The ruling, which comes a year after the Supreme Court reversed a Colorado ruling compelling a Christian baker to make a cake for a gay couple, gives the married bakers, Melissa and Aaron Klein, owners of Sweet Cakes by Melissa, another opportunity to contest the finding of liability under Oregon’s public accommodations law.
At the original hearing, Oregon Administrative Law Judge Alan McCullough ordered the Kleins to pay a total of $135,000 in damages to a cake-seeking lesbian couple. The Kleins were forced to close their custom-cake bakery. A state appeals court upheld the award.
According to their petition to the high court, the Kleins “owned a bakery, which they operated in accord with their religious convictions. They designed and created custom cakes—only custom cakes. And they did so without regard to the sexual orientation of their customers, including the complainants in this case, who had commissioned a wedding cake from the Kleins for a traditional wedding just two years before setting this litigation in motion,” the document stated.
“What the Kleins could not do in good conscience was to design and create a custom wedding cake to celebrate a wedding ceremony that contravened their religious belief that marriage is the union of one man and one woman.”
Appearing on Fox News Channel on June 18 with her lawyer, Stephanie Taub, Melissa Klein said she was “really happy” to be given a “second chance” to fight the charges.
“We lost our business. It’s been six years now and it’s definitely taken a toll on our family,” Klein said.
Taub said the state of Oregon acted with “anti-religious hostility” toward the Kleins. “No one should be forced to express a message they disagree with,” the attorney added.
The high court ruled June 17 in the case, known as Klein v. Oregon Bureau of Labor and Industries, without hearing oral arguments, performing what lawyers call a “grant, vacate, and remand.” This means the court simultaneously granted the bakers’ request to review the case, set aside the unfavorable ruling by the Court of Appeals of Oregon, and returned the case to that court with instructions to reconsider it.
Specifically, the Supreme Court ordered the Oregon court to reconsider the case, in light of its ruling last year in an even more high-profile confectionery case known as Masterpiece Cakeshop Ltd. v. Colorado Civil Rights Commission.
In that June 2018 ruling, the Supreme Court found that the Colorado civil rights agency had failed to treat religious expression neutrally when it exhibited hostility to a baker’s religious beliefs. Two gay men had asked the baker, Jack C. Phillips, to bake a wedding cake for their same-sex nuptials. The Supreme Court ruled 7 to 2 that Phillips’ rights under the Free Exercise Clause of the First Amendment had been infringed and reversed the commission’s decision forcing the bakery to make wedding cakes for same-sex couples.
Ethan W. Blevins, a staff attorney with the Pacific Legal Foundation, co-authored a friend-of-the-court brief in the Kleins’ case.

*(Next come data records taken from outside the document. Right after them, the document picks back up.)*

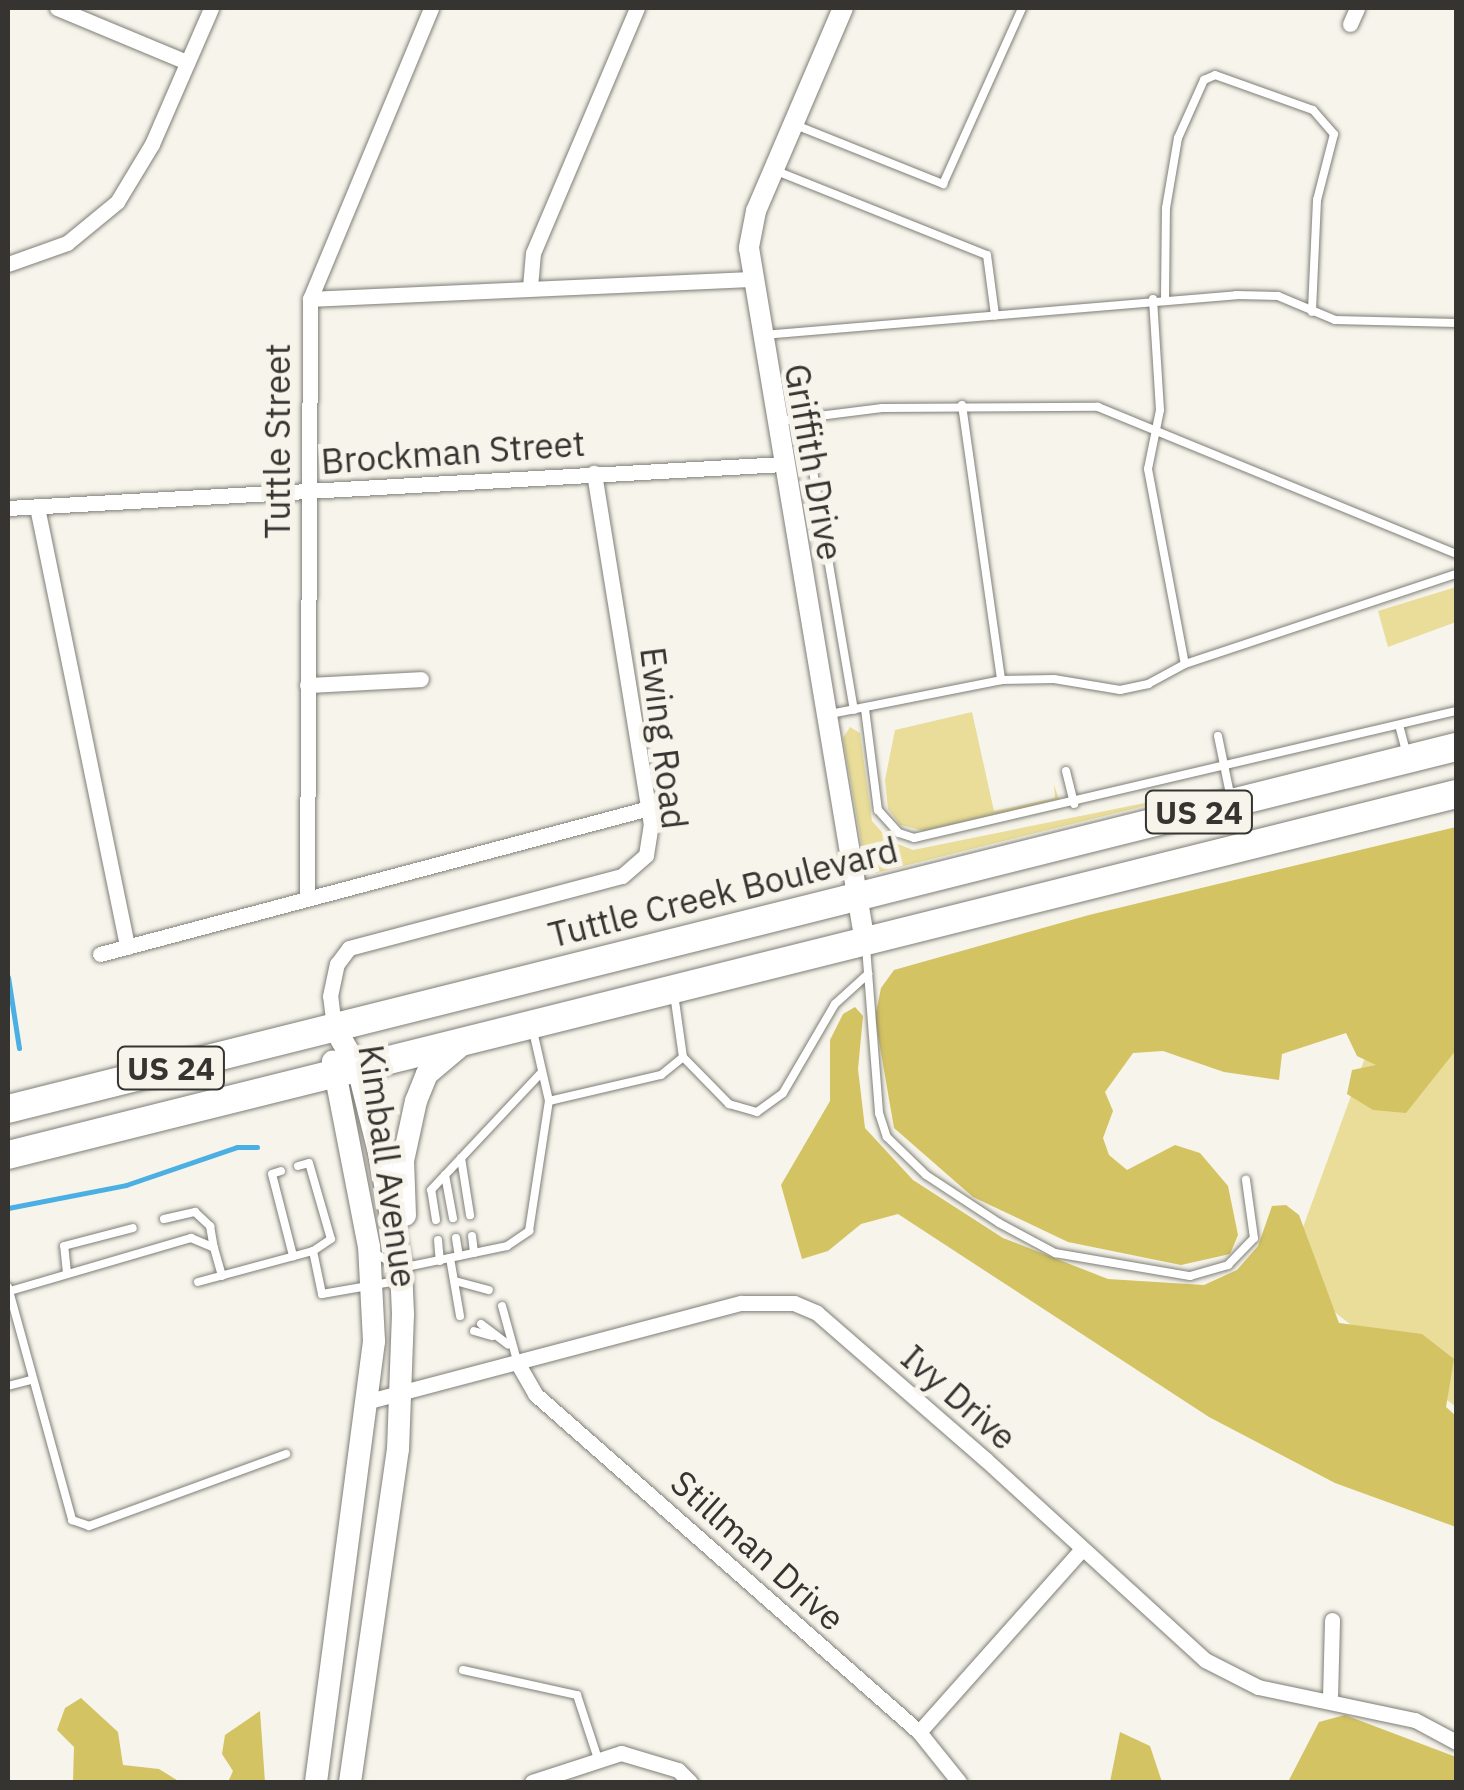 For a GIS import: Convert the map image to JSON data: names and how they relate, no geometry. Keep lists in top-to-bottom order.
{
  "streets": {
    "highway": ["US 24", "Tuttle Creek Boulevard"],
    "main road": ["Kimball Avenue"],
    "street": [
      "Tuttle Street",
      "Brockman Street",
      "Griffith Drive",
      "Ewing Road",
      "Ivy Drive",
      "Stillman Drive"
    ]
  },
  "crossings": [
    ["Tuttle Street", "Brockman Street"],
    ["Brockman Street", "Griffith Drive"],
    ["Brockman Street", "Ewing Road"],
    ["Griffith Drive", "US 24"],
    ["Griffith Drive", "Tuttle Creek Boulevard"],
    ["Ewing Road", "Tuttle Creek Boulevard"],
    ["Ewing Road", "Kimball Avenue"],
    ["US 24", "Kimball Avenue"],
    ["Tuttle Creek Boulevard", "Kimball Avenue"],
    ["Kimball Avenue", "Ivy Drive"],
    ["Ivy Drive", "Stillman Drive"]
  ]
}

PLF is concerned about the growing power of the so-called administrative state. Blevins told The Epoch Times his organization got involved because administrative law judges across America “are deciding sensitive issues,” often favoring the government’s position, “without clear guidance from the Supreme Court.”
In his brief, Blevins argued “state laws pose unique First Amendment problems given their sweeping ‘breadth and operation.’”
“Although this case deals with cake artistry, the court of appeals noted that the Oregon law could also apply to ‘a person whose business is writing commissioned music or poetry for weddings, or producing a sculpture or portrait of the couple kissing at an altar.’ … Thus, without this Court’s guidance, state agencies will continue to ‘awkwardly appl[y]’ state public accommodations laws to “a person whose ‘business’ is artistic expression.”